● ABOUT THIS TASK
Match on the string "image" in the entries below and return every matching line.

[Recorded data]
-.-.-
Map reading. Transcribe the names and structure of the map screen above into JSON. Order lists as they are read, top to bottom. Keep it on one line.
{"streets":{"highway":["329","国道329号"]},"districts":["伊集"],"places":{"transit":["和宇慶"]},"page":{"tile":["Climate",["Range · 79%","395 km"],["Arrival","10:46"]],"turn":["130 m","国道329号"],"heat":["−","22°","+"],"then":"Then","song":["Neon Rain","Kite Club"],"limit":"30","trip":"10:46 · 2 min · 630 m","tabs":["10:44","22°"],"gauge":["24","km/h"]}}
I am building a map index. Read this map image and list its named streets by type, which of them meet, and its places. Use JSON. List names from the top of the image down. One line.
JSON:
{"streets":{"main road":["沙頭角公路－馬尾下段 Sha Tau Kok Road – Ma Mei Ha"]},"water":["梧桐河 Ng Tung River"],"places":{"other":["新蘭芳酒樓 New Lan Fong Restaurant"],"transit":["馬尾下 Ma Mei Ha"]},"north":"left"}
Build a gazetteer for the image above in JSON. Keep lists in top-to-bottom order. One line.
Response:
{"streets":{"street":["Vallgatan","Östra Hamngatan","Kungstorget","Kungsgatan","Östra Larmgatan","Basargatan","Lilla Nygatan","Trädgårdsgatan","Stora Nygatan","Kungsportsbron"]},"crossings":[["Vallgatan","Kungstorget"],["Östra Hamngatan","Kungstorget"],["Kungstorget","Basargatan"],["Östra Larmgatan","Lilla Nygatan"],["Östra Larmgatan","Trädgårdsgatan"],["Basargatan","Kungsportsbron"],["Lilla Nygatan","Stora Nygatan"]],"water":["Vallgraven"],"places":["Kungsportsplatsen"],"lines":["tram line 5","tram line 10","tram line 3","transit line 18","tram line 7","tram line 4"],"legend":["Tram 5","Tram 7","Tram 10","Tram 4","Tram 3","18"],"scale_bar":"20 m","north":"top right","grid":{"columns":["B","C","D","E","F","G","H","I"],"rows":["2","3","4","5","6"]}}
-.-.-
● EXPECTED OUTPUT
I am building a map index. Read this map image and list its named streets by type, which of them meet, and its places. Use JSON. List names from the top of the image down. One line.
Build a gazetteer for the image above in JSON. Keep lists in top-to-bottom order. One line.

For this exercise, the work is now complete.